Si nos dedicamos a complacer a las personas, acabaremos agotados. Nos preocuparemos constantemente por lo que los demás piensen de nosotros, trataremos de contentar a todo el mundo y estaremos sobrecargados buscando satisfacer demandas para las que simplemente no estamos preparados. Nuestro servicio puede comenzar centrado en los demás, pero cuando nos deslizamos hacia la complacencia de la gente, se convierte en una preocupación por nosotros mismos.
Aunque parezca contradictorio, la libertad para no complacer a las personas es en realidad lo que nos libera para servir mejor a los demás. Nos permite servir con alegría en lugar de miedo, ser imitadores de Cristo en lugar de luchar por reconocimiento.
Pablo adoptó diferentes enfoques en cuanto a la forma de relacionarse con judíos y gentiles.

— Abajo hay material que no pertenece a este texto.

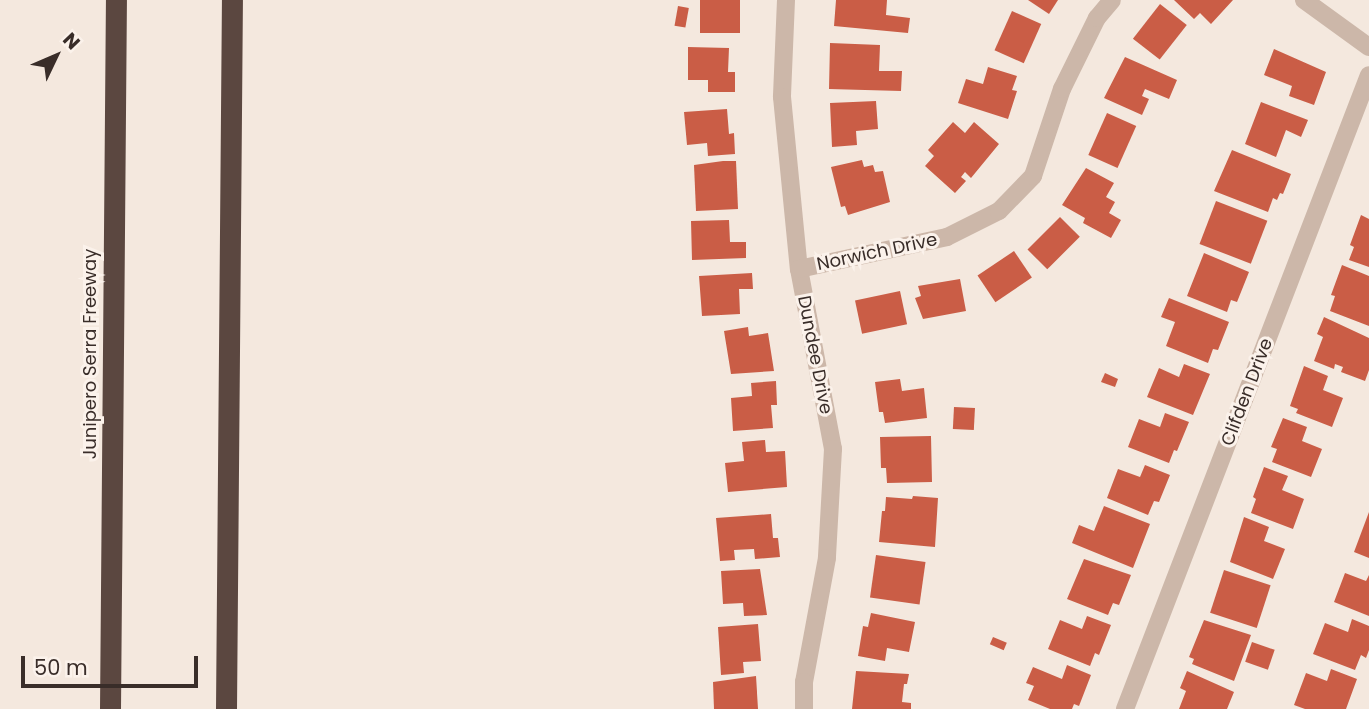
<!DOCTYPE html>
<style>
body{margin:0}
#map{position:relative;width:1369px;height:709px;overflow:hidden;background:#f4e8de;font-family:Poppins,sans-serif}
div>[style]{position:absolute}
.building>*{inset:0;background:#ca5d46;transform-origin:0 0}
.street>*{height:18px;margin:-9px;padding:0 9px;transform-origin:9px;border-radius:9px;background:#ccb7a9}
.highway>*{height:21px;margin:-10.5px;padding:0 10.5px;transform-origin:10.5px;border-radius:10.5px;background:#5b4740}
span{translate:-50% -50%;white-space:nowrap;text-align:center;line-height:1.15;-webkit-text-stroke:6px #fbf2eb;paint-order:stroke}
.street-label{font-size:18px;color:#392d29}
.north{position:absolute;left:21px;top:21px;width:70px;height:70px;-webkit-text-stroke:5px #fbf2eb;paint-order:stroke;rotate:46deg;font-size:19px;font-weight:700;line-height:28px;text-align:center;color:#392d29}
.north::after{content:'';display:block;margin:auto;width:24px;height:32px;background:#392d29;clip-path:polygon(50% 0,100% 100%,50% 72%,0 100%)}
.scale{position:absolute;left:21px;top:656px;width:177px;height:32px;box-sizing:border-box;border:4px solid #392d29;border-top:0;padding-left:9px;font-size:21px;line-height:24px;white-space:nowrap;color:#392d29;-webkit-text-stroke:5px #fbf2eb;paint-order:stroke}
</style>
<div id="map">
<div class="building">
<div style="left:700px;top:0;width:40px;height:33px"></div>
<div style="clip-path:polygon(836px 0,887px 0,886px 15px,910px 18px,908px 33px,834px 26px)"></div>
<div style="clip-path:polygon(1028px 0,1058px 0,1049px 14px)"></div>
<div style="clip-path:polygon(1174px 0,1233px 0,1211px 24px,1200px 13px,1194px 19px)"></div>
<div style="left:1160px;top:4px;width:34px;height:44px;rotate:38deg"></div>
<div style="left:678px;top:6px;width:11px;height:20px;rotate:10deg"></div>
<div style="left:1012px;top:11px;width:32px;height:43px;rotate:24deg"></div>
<div style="clip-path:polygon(830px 43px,880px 45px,879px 71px,902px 71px,901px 91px,829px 89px)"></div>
<div style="clip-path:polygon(688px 47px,729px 48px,728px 72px,735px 72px,735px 92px,708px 92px,708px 80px,688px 80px)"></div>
<div style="clip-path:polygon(1274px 49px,1326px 72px,1314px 105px,1289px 96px,1292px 86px,1264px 75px)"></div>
<div style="clip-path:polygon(1125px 57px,1177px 80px,1169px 99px,1145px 89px,1142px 96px,1149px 99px,1142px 115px,1104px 98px)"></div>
<div style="clip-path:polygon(988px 67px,1017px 76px,1012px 90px,1017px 91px,1008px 119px,958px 103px,966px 79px,983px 84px)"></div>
<div style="clip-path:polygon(876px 101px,878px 129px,856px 131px,857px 145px,832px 147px,830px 103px)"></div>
<div style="clip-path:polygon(1261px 102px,1308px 120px,1301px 137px,1286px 130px,1276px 157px,1245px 144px)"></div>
<div style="clip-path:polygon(727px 109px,729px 134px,734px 133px,735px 154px,708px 156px,707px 143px,687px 145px,684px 112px)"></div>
<div style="left:1107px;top:113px;width:32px;height:46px;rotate:24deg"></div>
<div style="clip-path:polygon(953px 122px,965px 133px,974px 122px,999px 144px,971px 178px,965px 172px,961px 177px,966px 181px,955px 193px,925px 166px,934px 156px,928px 150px)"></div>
<div style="clip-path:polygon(1232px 150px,1291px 174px,1283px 194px,1280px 193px,1277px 200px,1273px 198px,1268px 212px,1214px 191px)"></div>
<div style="clip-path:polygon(862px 160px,864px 167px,873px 165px,875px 172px,883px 171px,890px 202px,848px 215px,845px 206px,841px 207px,831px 167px)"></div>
<div style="clip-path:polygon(723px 161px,736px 161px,738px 209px,696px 211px,694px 165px)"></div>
<div style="clip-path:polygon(1086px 168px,1114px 183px,1106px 197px,1115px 202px,1109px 213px,1121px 220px,1111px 238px,1083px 223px,1085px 218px,1062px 205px)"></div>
<div style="left:1216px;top:201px;width:55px;height:46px;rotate:21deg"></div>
<div style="clip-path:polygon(1361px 215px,1369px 219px,1369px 267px,1349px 260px,1354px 247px,1350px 245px)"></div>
<div style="left:1060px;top:217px;width:28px;height:46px;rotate:45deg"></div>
<div style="clip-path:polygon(729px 220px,730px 242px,746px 242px,746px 258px,692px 260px,691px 221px)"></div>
<div style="left:1014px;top:251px;width:32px;height:44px;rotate:56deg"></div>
<div style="clip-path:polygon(1204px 253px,1249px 272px,1237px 302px,1231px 300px,1227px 312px,1187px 296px)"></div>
<div style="clip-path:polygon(1342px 265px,1369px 276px,1369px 326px,1330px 311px,1335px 296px,1331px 295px)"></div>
<div style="clip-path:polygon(752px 273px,753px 289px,739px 289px,740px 314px,702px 316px,699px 276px)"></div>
<div style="clip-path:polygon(960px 279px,966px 311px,923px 319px,915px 298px,921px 296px,918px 286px)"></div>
<div style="left:900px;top:291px;width:34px;height:46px;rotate:78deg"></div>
<div style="clip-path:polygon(1169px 298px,1229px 322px,1218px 350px,1213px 349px,1208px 363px,1166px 346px,1175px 322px,1161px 317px)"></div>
<div style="clip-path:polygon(1324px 317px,1369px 338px,1369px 370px,1365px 381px,1341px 372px,1343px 367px,1335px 364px,1334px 369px,1314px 361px,1323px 337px,1317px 334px)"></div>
<div style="clip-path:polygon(748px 327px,749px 336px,768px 333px,774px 371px,731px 374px,724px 331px)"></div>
<div style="clip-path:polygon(1184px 364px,1210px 374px,1193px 415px,1147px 397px,1159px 368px,1179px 377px)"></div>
<div style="clip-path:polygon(1304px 366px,1328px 376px,1323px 390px,1343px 398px,1332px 427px,1296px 413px,1298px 409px,1290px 406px)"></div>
<div style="clip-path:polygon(1105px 373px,1118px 379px,1115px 387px,1101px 382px)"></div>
<div style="clip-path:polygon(900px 379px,902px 391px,924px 388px,927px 418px,885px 423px,883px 412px,879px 412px,875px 382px)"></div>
<div style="clip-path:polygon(776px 381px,777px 405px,771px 405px,773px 428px,733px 431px,731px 398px,752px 396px,751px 383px)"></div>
<div style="left:954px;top:407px;width:21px;height:22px;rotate:3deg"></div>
<div style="clip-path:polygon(1165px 413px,1189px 422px,1177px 451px,1174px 450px,1169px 463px,1128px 447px,1139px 419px,1160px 427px)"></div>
<div style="clip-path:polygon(1283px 418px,1307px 427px,1302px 441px,1322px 449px,1311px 477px,1272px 462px,1277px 449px,1271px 447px)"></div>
<div style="clip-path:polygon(931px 436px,932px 482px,887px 483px,886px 468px,881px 468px,880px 437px)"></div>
<div style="clip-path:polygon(765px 440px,766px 452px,785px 451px,787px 487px,728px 492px,725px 463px,744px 461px,742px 442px)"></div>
<div style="clip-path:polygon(1145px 465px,1170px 475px,1159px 502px,1154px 501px,1148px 515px,1107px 498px,1118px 469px,1140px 477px)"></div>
<div style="clip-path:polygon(1264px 467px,1288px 476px,1282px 490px,1304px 499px,1293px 529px,1251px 513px,1256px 499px,1253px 497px)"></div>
<div style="clip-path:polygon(913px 496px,938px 498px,935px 547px,879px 542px,882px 511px,885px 511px,886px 497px,912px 499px)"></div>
<div style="clip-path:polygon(1104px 506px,1150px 524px,1133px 568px,1072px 543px,1079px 525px,1094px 531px)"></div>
<div style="clip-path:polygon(1369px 512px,1369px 558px,1354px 552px)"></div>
<div style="clip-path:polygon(771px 514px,773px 538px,778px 538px,780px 557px,755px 559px,754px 549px,734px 550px,735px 560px,720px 561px,716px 518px)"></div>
<div style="clip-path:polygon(1244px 517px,1269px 527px,1264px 541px,1285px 549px,1273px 579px,1230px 562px)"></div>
<div style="left:876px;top:555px;width:50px;height:43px;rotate:8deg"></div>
<div style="clip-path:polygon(1084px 559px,1131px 575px,1119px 605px,1113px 603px,1108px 615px,1067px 599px)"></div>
<div style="clip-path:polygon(760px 569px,767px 615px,744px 616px,743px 603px,723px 604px,721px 571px)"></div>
<div style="left:1224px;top:570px;width:49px;height:45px;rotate:18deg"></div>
<div style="clip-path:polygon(1345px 573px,1366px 581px,1369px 575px,1369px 616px,1334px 602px)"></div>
<div style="clip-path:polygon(871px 613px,915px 622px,909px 652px,887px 648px,885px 661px,858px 656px,863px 626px,868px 627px)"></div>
<div style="clip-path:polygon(1087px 616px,1111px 625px,1099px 655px,1095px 653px,1090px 666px,1048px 649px,1060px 620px,1082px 629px)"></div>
<div style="clip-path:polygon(1352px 619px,1369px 626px,1369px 650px,1366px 658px,1361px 655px,1355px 670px,1313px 654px,1325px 623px,1348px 632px)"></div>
<div style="clip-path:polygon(1204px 620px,1251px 635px,1234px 681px,1192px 664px,1194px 659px,1189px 657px)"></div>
<div style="clip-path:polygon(758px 624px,761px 661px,743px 662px,744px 673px,721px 675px,718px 627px)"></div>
<div style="left:993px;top:637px;width:15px;height:8px;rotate:23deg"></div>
<div style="left:1252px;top:642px;width:24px;height:21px;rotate:19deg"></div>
<div style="clip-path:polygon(1067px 665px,1091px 675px,1079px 706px,1074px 704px,1072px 709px,1050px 709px,1028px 700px,1034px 686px,1026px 683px,1033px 667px,1062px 679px)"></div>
<div style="clip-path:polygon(1331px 669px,1357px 679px,1346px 709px,1305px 709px,1294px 705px,1306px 673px,1327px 681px)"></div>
<div style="clip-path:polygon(856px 671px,909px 674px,907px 684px,904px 684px,902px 702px,911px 703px,911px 709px,852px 709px)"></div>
<div style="clip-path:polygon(1187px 671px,1234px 692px,1227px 709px,1179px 709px,1186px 691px,1180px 688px)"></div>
<div style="clip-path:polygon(756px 676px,758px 709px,714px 709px,713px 682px)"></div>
</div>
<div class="street">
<div style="left:786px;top:0;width:97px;rotate:92.4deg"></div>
<div style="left:782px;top:97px;width:173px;rotate:84.4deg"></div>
<div style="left:799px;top:269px;width:183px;rotate:79.3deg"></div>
<div style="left:833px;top:449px;width:109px;rotate:93.2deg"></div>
<div style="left:827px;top:558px;width:126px;rotate:100.5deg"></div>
<div style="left:804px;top:682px;width:27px;rotate:90deg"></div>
<div style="left:1304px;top:0;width:80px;rotate:35.9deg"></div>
<div style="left:799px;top:269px;width:151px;rotate:-12.2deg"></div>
<div style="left:947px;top:237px;width:58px;rotate:-26.6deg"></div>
<div style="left:999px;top:211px;width:49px;rotate:-45.8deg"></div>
<div style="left:1033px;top:176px;width:92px;rotate:-71.6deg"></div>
<div style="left:1062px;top:89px;width:79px;rotate:-63.8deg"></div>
<div style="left:1097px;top:18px;width:23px;rotate:-50deg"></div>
<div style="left:1125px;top:709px;width:679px;rotate:-68.95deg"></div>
</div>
<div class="highway">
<div style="left:110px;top:709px;width:709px;rotate:-89.52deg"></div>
<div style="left:226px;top:709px;width:709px;rotate:-89.52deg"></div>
</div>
<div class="street-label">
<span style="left:877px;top:252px;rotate:-12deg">Norwich Drive</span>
<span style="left:90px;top:354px;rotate:-90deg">Junipero Serra Freeway</span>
<span style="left:815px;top:355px;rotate:79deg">Dundee Drive</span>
<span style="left:1247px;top:392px;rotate:-69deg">Clifden Drive</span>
</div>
<div class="north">N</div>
<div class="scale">50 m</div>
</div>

Escribió a los corintios: «A los débiles me hice débil, para ganar a los débiles. A todos me he hecho todo, para que por todos los medios salve a algunos. Y todo lo hago por amor del evangelio, para ser partícipe de él» (1 Co 9:22-23). ¿Qué sucede aquí?
A primera vista, cuando dice «a todos me he hecho de todo», parece que Pablo está en una búsqueda agotadora de complacer a las personas. Pero no es así. Pablo conoce la libertad que tiene en Cristo. No está mezclando los principios bíblicos con las prácticas culturales para hacerse «aceptable». No le preocupa si los judíos o los gentiles lo aprueban. Más bien, porque es libre, elige adaptar su comportamiento para mitigar las barreras que podrían distraer del evangelio o de la gloria de Cristo.
Cuando Cristo nos acepta como Suyos, nos da prioridades nuevas y mejores que las de complacer a las personas. Nos invita a vivir para Su gloria, no para la nuestra, y a disfrutar de Su aprobación en lugar de procurar la de otros. Nos libera para servirle, adorarle y disfrutar de Él para siempre.